Kids reported how many times their strings had swung with a single paper clip, and I asked caregivers to help kids keep track of their number. Next we added a second paper clip to the first, repeating the experiment a second time. After counting the number of swings before that two-paper-clip-string stopped moving, we added a third paper clip for our final experiment trial. Kids gleefully shared their decreasing numbers as paper clips were added--allowing us to infer that as heavier items stop moving more quickly, gravity's relative effects can depend on the weight (mass) of an object.

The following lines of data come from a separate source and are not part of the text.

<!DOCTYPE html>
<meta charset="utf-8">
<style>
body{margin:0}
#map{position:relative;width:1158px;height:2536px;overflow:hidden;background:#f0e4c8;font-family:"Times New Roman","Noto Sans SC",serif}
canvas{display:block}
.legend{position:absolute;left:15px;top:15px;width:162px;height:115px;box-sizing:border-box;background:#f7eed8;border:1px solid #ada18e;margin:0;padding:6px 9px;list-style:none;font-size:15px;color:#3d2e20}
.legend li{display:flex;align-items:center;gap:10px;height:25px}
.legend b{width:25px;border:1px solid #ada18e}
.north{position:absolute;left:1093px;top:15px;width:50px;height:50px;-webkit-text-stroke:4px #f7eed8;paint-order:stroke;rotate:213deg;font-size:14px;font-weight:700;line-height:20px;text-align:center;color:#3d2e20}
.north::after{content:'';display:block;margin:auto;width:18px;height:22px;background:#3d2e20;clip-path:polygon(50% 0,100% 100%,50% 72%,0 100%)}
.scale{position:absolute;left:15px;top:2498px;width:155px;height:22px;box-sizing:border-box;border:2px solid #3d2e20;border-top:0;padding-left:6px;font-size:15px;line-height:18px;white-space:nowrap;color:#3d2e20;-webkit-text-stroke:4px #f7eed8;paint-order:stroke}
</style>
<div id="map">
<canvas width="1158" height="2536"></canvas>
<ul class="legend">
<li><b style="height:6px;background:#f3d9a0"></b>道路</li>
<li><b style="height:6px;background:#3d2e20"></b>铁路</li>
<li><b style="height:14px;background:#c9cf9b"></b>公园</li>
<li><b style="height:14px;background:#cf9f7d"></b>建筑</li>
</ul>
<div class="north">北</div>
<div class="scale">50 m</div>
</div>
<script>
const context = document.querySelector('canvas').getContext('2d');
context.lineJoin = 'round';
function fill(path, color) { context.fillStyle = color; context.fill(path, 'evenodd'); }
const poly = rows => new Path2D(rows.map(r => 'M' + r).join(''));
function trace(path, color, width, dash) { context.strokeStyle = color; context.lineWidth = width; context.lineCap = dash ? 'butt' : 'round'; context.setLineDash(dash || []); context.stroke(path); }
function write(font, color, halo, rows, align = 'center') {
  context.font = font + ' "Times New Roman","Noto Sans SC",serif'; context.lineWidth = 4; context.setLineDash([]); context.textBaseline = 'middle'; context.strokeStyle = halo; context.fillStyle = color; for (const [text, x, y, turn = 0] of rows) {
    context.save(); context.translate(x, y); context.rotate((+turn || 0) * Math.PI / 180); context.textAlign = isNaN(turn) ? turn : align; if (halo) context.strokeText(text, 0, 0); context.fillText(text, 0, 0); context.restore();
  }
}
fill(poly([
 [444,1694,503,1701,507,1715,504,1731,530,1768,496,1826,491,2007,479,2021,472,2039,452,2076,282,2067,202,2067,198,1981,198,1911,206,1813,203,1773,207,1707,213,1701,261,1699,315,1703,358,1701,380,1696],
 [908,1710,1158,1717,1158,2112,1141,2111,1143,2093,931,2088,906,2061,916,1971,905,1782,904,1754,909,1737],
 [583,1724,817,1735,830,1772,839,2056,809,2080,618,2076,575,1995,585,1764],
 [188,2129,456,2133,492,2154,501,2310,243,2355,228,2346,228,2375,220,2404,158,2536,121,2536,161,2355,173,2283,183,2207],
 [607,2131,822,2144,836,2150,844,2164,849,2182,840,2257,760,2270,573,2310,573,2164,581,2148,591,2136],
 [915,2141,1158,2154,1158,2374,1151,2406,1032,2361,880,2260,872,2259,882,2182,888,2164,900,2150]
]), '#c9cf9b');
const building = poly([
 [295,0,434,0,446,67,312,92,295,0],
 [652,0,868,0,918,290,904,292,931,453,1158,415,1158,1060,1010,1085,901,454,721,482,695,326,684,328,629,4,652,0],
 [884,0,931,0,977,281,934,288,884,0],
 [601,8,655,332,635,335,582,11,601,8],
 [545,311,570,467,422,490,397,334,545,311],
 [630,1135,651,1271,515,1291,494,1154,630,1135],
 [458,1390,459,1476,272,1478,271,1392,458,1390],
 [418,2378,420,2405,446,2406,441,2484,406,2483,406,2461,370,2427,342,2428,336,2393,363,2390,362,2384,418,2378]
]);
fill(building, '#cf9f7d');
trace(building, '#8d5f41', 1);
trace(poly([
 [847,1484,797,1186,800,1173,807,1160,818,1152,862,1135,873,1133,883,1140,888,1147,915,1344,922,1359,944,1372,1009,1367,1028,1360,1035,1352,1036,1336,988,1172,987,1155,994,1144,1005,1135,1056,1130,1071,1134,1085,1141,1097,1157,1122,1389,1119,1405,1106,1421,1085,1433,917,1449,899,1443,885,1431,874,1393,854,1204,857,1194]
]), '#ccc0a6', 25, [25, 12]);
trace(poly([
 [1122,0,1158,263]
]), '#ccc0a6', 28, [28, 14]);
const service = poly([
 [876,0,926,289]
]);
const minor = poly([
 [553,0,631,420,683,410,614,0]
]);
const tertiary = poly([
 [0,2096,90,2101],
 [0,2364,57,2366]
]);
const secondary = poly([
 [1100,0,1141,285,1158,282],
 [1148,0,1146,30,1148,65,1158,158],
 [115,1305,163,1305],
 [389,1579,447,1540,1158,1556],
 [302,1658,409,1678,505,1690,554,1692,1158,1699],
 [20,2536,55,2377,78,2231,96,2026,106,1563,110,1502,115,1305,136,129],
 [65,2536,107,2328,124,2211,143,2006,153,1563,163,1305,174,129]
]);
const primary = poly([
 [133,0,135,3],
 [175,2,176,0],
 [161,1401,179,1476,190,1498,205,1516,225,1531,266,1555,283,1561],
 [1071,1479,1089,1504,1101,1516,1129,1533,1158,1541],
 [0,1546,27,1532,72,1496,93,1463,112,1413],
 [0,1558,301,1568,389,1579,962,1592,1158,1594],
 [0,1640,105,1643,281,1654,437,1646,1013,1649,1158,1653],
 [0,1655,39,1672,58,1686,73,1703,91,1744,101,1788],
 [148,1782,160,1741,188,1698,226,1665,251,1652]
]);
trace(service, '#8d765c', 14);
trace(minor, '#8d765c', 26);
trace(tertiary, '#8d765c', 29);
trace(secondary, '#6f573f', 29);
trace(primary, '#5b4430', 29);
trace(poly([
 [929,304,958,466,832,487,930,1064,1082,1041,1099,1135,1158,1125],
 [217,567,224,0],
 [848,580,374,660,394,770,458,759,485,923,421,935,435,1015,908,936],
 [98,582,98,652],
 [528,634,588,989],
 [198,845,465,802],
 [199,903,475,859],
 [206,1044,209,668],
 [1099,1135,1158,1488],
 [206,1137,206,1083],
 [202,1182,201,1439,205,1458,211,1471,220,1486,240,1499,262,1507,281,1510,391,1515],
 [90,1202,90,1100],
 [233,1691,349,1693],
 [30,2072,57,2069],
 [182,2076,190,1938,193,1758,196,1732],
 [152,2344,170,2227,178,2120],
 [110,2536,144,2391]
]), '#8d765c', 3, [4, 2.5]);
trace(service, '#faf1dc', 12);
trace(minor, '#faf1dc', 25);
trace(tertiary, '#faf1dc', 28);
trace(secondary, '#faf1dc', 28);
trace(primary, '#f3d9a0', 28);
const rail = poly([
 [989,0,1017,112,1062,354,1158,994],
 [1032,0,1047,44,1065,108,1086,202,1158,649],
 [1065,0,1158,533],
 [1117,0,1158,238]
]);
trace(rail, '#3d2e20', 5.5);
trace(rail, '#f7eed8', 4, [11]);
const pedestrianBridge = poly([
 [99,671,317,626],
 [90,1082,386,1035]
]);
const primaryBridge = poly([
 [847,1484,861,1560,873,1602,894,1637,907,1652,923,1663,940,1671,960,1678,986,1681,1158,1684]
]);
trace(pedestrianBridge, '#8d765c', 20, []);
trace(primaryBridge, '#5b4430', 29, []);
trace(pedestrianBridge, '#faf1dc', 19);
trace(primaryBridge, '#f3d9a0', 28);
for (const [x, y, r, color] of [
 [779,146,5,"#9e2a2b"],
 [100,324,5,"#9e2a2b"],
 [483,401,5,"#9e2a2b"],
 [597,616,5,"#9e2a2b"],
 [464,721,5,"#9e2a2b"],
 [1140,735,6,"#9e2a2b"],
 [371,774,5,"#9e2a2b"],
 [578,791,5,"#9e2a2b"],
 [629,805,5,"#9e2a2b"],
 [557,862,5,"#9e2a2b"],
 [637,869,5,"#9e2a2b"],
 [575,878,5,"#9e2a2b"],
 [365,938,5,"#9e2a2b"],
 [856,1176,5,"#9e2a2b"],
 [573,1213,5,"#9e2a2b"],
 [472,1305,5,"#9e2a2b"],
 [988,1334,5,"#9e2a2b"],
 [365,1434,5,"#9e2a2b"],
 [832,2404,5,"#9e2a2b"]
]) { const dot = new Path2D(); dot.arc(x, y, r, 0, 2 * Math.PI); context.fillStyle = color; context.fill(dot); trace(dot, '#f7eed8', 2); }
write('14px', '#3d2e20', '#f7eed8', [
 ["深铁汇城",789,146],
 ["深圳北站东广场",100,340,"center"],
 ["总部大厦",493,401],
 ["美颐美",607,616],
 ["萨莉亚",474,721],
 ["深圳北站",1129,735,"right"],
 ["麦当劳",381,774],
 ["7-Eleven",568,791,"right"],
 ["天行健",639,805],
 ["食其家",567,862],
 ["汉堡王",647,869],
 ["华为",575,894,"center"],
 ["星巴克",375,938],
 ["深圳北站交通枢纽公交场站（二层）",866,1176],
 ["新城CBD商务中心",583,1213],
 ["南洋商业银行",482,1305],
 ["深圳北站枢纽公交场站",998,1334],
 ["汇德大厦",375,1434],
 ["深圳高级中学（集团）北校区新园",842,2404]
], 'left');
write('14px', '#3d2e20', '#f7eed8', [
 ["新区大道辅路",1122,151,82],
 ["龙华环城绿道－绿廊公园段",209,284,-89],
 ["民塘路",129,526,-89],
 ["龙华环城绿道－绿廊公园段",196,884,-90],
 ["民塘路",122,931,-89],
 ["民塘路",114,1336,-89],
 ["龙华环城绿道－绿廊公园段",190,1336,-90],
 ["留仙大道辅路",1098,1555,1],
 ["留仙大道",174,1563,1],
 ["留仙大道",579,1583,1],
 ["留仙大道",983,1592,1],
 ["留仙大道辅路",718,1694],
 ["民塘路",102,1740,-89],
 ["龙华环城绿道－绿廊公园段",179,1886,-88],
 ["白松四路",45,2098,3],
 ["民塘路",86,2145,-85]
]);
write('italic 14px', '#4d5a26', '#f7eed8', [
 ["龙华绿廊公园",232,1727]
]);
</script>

I like to conclude, whenever possible, with an activity that includes some take-away component, so we closed out our exploration of gravity with some gravity painting. To paint using gravity, kids learned how to use their pipettes to pull the watercolors from the vials and drop them onto the top of their watercolor paper, which they or a caregiver held perpendicular to the paper towel-lined tray. With the paper standing up straight and watercolor dropped at the top of the page, gravity pulls the paint downward in a line--effectively doing the "painting" for you. I was thrilled to see kids starting to figure out that they could make lines in different directions by rotating their papers, and I even had a few kids who rotated their papers while paint was dripping. By using red, yellow, and blue paints, kids also had the opportunity to talk about mixing primary colors, which reinforced an earlier Science Club, Jr., program.
All in all, we had a great time exploring gravity. I was pleased to hear several of the attending families continuing to talk out in the youth department about gravity and how it pulls objects toward the earth, and plenty of kids said they were excited to take their gravity paintings home to show additional family and friends. Success!